Data are collected from on-going projects, farm investigations, literature, etc. The main objective of this phase is to get a broad overview of the soil organisms present on organic farms in Norway.

Phase 2.

This information is systematically analysed and used for the planning of a more detailed study. This study will concentrate on organisms that play a key role in transformation of organic matter. Case studies will be done on existing farms to study the effect of different agricultural practises on soil organisms. The main emphasis will be put on soil fauna. Different agricultural practices mean comparison between conventional and organic farms and between different farming practices within an organic farming system, such as crop rotation, soil cultivation and manuring strategies.

Phase 3.

The findings together with literature data will be discussed with farmers, advisers and scientists.

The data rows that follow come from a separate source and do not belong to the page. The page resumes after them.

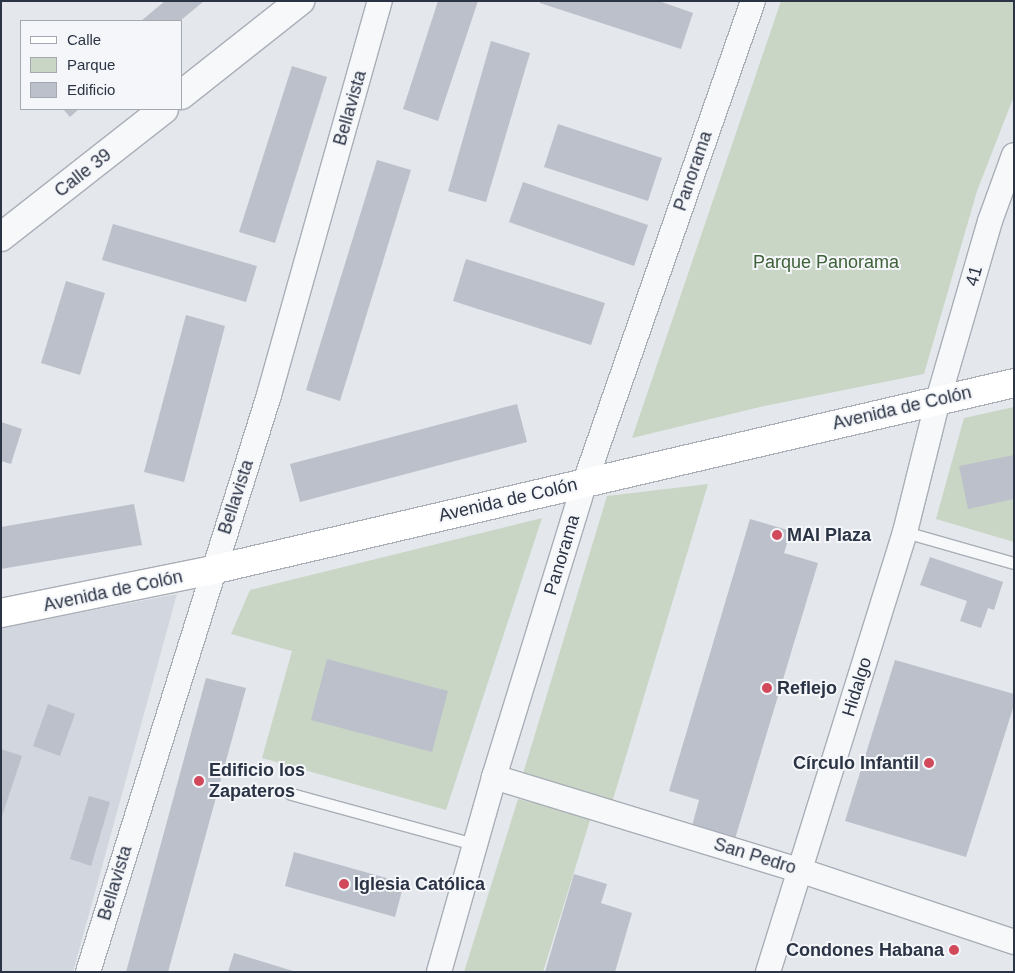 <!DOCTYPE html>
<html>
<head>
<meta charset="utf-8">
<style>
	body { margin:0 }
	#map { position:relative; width:1015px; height:973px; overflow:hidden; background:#e4e7ec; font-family:Arial,sans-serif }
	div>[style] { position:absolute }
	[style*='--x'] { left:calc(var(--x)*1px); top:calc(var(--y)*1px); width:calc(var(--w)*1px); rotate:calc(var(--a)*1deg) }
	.built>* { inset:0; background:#d2d6de }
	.green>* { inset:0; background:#c9d6c5 }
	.building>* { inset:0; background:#bbc0ca }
	.roads { filter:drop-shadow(1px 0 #a9aeb7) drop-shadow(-1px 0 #a9aeb7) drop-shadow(0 1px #a9aeb7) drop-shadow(0 -1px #a9aeb7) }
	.service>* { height:11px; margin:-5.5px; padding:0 5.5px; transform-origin:5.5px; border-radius:5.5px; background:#f7f8fa }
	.minor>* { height:24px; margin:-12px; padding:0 12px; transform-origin:12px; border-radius:12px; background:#f7f8fa }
	.tertiary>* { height:28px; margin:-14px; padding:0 14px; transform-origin:14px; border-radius:14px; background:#f7f8fa }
	.secondary>* { height:28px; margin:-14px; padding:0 14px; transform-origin:14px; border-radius:14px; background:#fff }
	.dots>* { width:14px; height:14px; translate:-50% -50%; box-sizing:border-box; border:2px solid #f4f6f9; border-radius:50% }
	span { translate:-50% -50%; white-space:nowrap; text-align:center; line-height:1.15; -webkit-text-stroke:4px #f4f6f9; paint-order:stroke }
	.street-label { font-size:18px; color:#2b3445 }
	.park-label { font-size:18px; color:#3f6138 }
	.poi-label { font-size:18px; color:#2b3445; font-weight:700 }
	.left { translate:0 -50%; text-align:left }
	.right { translate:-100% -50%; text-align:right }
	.frame { position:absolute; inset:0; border:2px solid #2b3445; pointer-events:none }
	.legend { position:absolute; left:20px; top:20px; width:162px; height:90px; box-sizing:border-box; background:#f4f6f9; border:1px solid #a4a8b1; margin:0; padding:6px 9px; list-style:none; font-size:15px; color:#2b3445 }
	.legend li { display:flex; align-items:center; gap:10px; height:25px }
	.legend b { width:25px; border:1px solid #a4a8b1 }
</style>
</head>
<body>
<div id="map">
	<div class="built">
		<div style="clip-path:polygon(177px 594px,73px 972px,1px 972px,1px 628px)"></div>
	</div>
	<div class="green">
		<div style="clip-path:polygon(781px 1px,1014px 1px,1014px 96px,977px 191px,924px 374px,760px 407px,632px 438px)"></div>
		<div style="clip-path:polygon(1014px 407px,1014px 542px,936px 519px,964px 418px)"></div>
		<div style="clip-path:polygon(708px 484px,611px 806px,522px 777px,607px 496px)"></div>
		<div style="clip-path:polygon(542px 518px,446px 810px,262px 758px,292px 651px,231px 634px,250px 590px)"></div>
		<div style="clip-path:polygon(518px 799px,591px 817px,543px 972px,464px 972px)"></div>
	</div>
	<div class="building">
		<div style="clip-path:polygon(165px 1px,204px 1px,180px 21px,141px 21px)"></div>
		<div style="clip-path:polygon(438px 1px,478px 1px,438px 121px,403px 109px)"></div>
		<div style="clip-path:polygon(540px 1px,659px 1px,693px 13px,681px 49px,540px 3px)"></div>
		<div style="clip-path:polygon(491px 41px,530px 53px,486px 202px,448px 191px)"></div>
		<div style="clip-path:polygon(292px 66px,327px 77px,275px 243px,239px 232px)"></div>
		<div style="clip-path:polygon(63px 109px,79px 109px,70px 117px)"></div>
		<div style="clip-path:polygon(558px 124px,662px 158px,648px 201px,544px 167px)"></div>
		<div style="clip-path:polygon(377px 160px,411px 170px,340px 401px,306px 390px)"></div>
		<div style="clip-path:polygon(523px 182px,648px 225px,634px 266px,509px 222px)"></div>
		<div style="clip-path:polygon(113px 224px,257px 266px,246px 302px,102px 260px)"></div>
		<div style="clip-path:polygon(466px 259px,605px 303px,591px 345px,453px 301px)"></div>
		<div style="clip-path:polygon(66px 281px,105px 293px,80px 375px,41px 363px)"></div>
		<div style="clip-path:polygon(186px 315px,225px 326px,184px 482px,144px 472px)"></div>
		<div style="clip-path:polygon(517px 404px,527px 442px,300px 502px,290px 464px)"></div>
		<div style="clip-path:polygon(1px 422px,22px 429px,11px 464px,1px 461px)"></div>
		<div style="clip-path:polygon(1014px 455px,1014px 499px,968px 509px,959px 466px)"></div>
		<div style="clip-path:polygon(134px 504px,142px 545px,1px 569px,1px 527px)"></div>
		<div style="clip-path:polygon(750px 519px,791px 531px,784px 553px,818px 563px,735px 839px,692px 826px,699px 800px,669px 791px)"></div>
		<div style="clip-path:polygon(930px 557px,1003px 582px,994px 610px,988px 608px,981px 628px,960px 621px,967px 601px,920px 585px)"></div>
		<div style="clip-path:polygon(327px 659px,448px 691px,432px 752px,311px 720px)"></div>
		<div style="clip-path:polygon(895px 660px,1014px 694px,1014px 705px,966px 857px,845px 821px)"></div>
		<div style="clip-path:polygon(206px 678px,246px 688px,192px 885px,168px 972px,126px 972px)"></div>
		<div style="clip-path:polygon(48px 704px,75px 714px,60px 756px,33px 746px)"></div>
		<div style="clip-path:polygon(1px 749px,22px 756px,2px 816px,1px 816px)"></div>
		<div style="clip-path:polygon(89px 796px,110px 802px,91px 866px,70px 859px)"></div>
		<div style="clip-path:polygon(294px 852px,404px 883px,395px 917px,285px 886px)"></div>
		<div style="clip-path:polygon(574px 874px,607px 884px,601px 903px,632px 913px,615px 972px,545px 972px)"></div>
		<div style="clip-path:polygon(234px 953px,293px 971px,293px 972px,228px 972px)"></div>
	</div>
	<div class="roads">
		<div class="service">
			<div style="--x:905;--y:532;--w:113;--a:15.9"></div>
			<div style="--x:291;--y:794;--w:190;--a:15.3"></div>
		</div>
		<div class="minor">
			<div style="--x:494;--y:777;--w:319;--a:17"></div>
			<div style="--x:799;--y:870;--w:227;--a:18.5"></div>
			<div style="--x:88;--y:972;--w:605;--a:-72.58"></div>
			<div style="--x:269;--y:395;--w:409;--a:-74.3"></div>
			<div style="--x:439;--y:972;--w:203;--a:-74.2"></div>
			<div style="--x:494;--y:777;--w:309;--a:-72.9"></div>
			<div style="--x:585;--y:482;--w:509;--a:-70.75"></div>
			<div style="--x:768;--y:972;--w:461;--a:-72.7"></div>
			<div style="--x:905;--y:532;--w:136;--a:-76"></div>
			<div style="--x:938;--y:400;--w:186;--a:-73.8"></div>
			<div style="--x:990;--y:221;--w:70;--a:-70"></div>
		</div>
		<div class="tertiary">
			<div style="--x:181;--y:95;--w:152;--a:-38.3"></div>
			<div style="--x:1;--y:237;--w:207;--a:-38.1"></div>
		</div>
		<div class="secondary">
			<div style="--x:1;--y:613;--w:215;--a:-11.5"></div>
			<div style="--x:212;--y:570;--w:824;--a:-13.12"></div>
		</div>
	</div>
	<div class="dots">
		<div style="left:777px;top:535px;background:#d1495b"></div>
		<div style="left:767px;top:688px;background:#d1495b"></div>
		<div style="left:929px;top:763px;background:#d1495b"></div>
		<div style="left:199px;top:781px;background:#d1495b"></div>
		<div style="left:344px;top:884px;background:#d1495b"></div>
		<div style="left:954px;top:950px;background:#d1495b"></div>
	</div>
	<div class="street-label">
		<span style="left:350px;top:108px;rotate:-74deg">Bellavista</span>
		<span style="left:693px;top:171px;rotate:-71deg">Panorama</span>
		<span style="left:83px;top:173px;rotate:-38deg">Calle 39</span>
		<span style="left:974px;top:276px;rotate:-74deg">41</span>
		<span style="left:902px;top:408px;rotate:-13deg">Avenida de Colón</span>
		<span style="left:236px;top:497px;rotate:-72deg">Bellavista</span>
		<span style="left:508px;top:500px;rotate:-13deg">Avenida de Colón</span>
		<span style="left:562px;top:555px;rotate:-73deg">Panorama</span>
		<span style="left:113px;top:591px;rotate:-12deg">Avenida de Colón</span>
		<span style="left:857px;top:687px;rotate:-73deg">Hidalgo</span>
		<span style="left:755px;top:856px;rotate:17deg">San Pedro</span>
		<span style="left:115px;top:883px;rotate:-73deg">Bellavista</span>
	</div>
	<div class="park-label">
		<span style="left:826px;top:262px">Parque Panorama</span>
	</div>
	<div class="poi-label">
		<span class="left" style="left:787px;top:535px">MAI Plaza</span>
		<span class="left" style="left:777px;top:688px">Reflejo</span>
		<span class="right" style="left:919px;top:763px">Círculo Infantil</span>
		<span class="left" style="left:209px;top:781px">Edificio los<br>Zapateros</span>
		<span class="left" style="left:354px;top:884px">Iglesia Católica</span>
		<span class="right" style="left:944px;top:950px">Condones Habana</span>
	</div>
	<div class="frame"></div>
	<ul class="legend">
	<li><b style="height:6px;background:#fff"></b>Calle</li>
	<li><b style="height:14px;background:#c9d6c5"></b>Parque</li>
	<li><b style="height:14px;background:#bbc0ca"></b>Edificio</li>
	</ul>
</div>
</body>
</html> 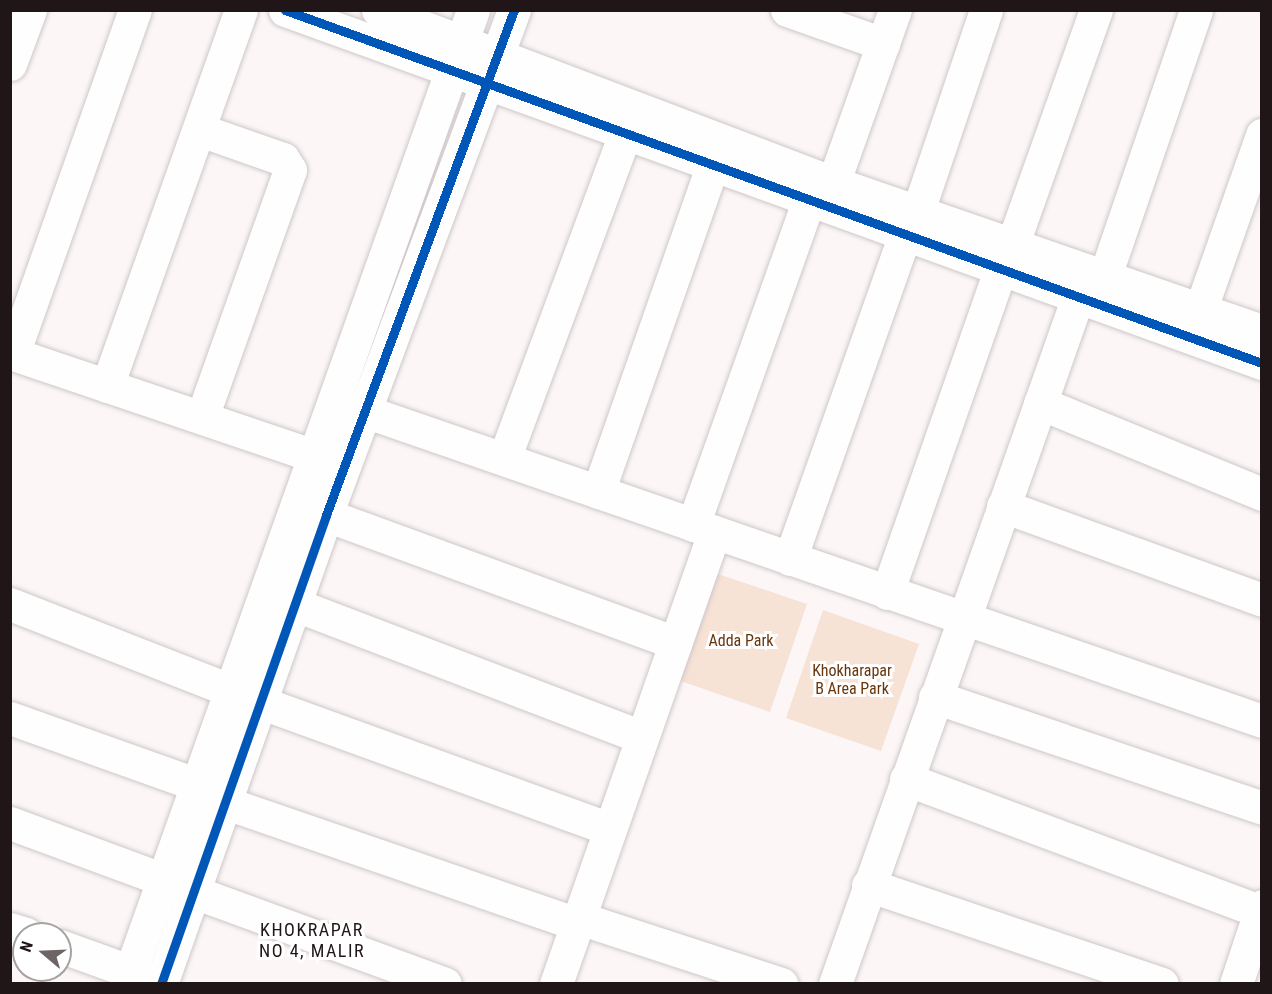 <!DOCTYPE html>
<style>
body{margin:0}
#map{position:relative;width:1272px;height:994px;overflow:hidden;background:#fcf6f6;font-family:"Roboto Condensed",sans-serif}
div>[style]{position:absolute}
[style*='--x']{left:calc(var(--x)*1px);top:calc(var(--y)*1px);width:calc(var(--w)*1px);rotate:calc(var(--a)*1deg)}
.green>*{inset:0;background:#f7e2d6}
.roads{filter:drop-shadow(0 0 2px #cfc7c7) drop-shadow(0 0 2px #cfc7c7)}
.minor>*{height:33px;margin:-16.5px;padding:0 16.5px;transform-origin:16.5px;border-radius:16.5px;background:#fffefe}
.cycleway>*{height:9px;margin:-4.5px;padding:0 4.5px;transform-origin:4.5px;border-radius:4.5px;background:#0057b8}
span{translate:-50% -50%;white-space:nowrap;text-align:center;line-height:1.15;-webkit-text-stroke:6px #fff;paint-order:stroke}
.park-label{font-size:16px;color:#68360c}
.neighbourhood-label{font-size:18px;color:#201617;letter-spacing:1.5px}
.frame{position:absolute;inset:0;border:12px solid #201617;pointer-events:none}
.north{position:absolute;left:12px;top:922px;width:60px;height:60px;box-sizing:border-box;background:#fff;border:2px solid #a6a2a2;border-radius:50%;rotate:289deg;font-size:16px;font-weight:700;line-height:24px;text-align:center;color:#201617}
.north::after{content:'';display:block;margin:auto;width:21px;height:27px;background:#6d6465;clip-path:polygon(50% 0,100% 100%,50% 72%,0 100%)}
</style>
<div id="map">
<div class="green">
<div style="clip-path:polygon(712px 572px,807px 604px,770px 712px,675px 679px)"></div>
<div style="clip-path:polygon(823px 610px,919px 644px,881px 751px,786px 718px)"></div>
</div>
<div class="roads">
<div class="minor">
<div style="--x:285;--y:10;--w:1039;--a:19.87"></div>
<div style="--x:378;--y:10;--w:470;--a:20.8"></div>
<div style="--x:817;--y:177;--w:471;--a:19.1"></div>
<div style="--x:787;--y:10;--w:102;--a:19.5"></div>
<div style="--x:10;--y:64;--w:58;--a:-69.7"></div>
<div style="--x:200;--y:130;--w:88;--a:19.3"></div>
<div style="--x:283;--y:159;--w:13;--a:58"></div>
<div style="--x:290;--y:170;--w:262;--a:109.6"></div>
<div style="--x:834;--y:181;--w:182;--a:-70.4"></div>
<div style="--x:918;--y:211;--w:212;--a:-71.3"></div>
<div style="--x:1013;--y:243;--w:247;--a:-70.4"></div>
<div style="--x:1104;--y:279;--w:284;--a:-71.1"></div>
<div style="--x:1200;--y:311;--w:187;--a:-70.6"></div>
<div style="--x:10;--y:353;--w:346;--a:18.7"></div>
<div style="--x:13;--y:354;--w:365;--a:-70.5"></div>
<div style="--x:107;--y:386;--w:399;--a:-70.4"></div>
<div style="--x:1040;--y:403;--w:240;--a:22.3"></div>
<div style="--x:344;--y:404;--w:971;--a:19.05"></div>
<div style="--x:504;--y:459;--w:370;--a:-69.6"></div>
<div style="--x:598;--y:492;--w:344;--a:-70.7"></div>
<div style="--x:1003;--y:506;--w:276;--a:19.9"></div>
<div style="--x:326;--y:515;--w:372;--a:20.1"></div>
<div style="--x:693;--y:525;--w:364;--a:-70.4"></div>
<div style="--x:790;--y:559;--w:345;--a:-70.5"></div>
<div style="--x:887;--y:593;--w:342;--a:-70.7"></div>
<div style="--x:10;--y:604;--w:271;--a:21.4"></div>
<div style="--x:262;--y:703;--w:370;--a:19.9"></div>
<div style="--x:296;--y:605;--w:370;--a:20.9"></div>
<div style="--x:935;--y:697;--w:345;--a:18.7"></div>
<div style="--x:10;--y:718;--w:200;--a:19.6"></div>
<div style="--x:906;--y:779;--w:380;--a:20.5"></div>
<div style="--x:226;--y:803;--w:371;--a:19"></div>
<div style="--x:10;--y:823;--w:164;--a:20.3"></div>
<div style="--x:868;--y:885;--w:310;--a:18.6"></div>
<div style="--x:194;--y:892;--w:267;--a:20.1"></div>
<div style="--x:579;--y:918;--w:213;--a:18.1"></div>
<div style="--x:10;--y:929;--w:17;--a:17"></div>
<div style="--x:60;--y:946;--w:97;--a:19.9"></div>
<div style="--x:126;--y:984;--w:1034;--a:-70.39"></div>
<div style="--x:161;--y:984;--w:497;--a:-70.6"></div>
<div style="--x:326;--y:515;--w:539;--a:-69.58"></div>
<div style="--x:556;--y:984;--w:479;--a:-70.7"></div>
<div style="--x:835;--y:984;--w:750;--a:-70.53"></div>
<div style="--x:1236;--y:984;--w:82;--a:-71.6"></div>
</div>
</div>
<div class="cycleway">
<div style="--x:285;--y:10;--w:1039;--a:19.87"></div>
<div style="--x:161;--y:984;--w:497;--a:-70.6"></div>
<div style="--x:326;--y:515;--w:539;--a:-69.58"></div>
</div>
<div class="park-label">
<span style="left:741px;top:641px">Adda Park</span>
<span style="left:852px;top:680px">Khokharapar<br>B Area Park</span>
</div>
<div class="neighbourhood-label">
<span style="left:312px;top:941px">KHOKRAPAR<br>NO 4, MALIR</span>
</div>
<div class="frame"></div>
<div class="north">N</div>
</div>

The main topics are: Can knowledge about soil organisms be used to improve agricultural practises in Norwegian organic farming systems? Is soil fauna management an important tool to increase the decomposition and the utilization of added organic matter? Are there better ways of increasing the utilization of added organic matter? If we conclude that improving the conditions for the soil organisms in Norwegian organic agriculture is important for increased turnover of organic matter, how should we, in a holistic and sustainable approach, create farming systems that improve the conditions for turnover of organic matter by soil organisms?

Phase 4.

Field and laboratory investigations should be done to test if the suggestions generated in Phase 2 can improve the utilization of added organic matter and thus improve plant growth in organic farming systems.

Phase 5.

The consequences of obtained results are analysed and discussed with selected farmers, advisers and scientists.

Phase 6.

Improvement of cultivation practices within Norwegian organic farming systems are suggested and discussed with farmers through the organic advisory circles in Norway.


To answer the question raised in the proposed projects, many different methods are needed. The methodological challenges working with complex issues like these are large as discussed by Hansen and Ruissen (1998). This proposal is in a very early stage and we would be pleased to receive suggestions on methodology and to make contact with other groups working within these fields. We would be very interested in collaborating in studies such as these.


Brussaard, L., Bakker, J.P. and H. Olff (1996): "Biodiversity of soil biota and plants in abandoned arable fields and grasslands under restoration management", Biodivers. Conserv. 5, 211-221 pp.

Hansen, S. and T. Ruissen (1998): "Thoughts on research approaches within organic farming", Handout, European Workshop on "Research Methodologies in Organic Farming", Frick (CH): 30 September-3 October 1998.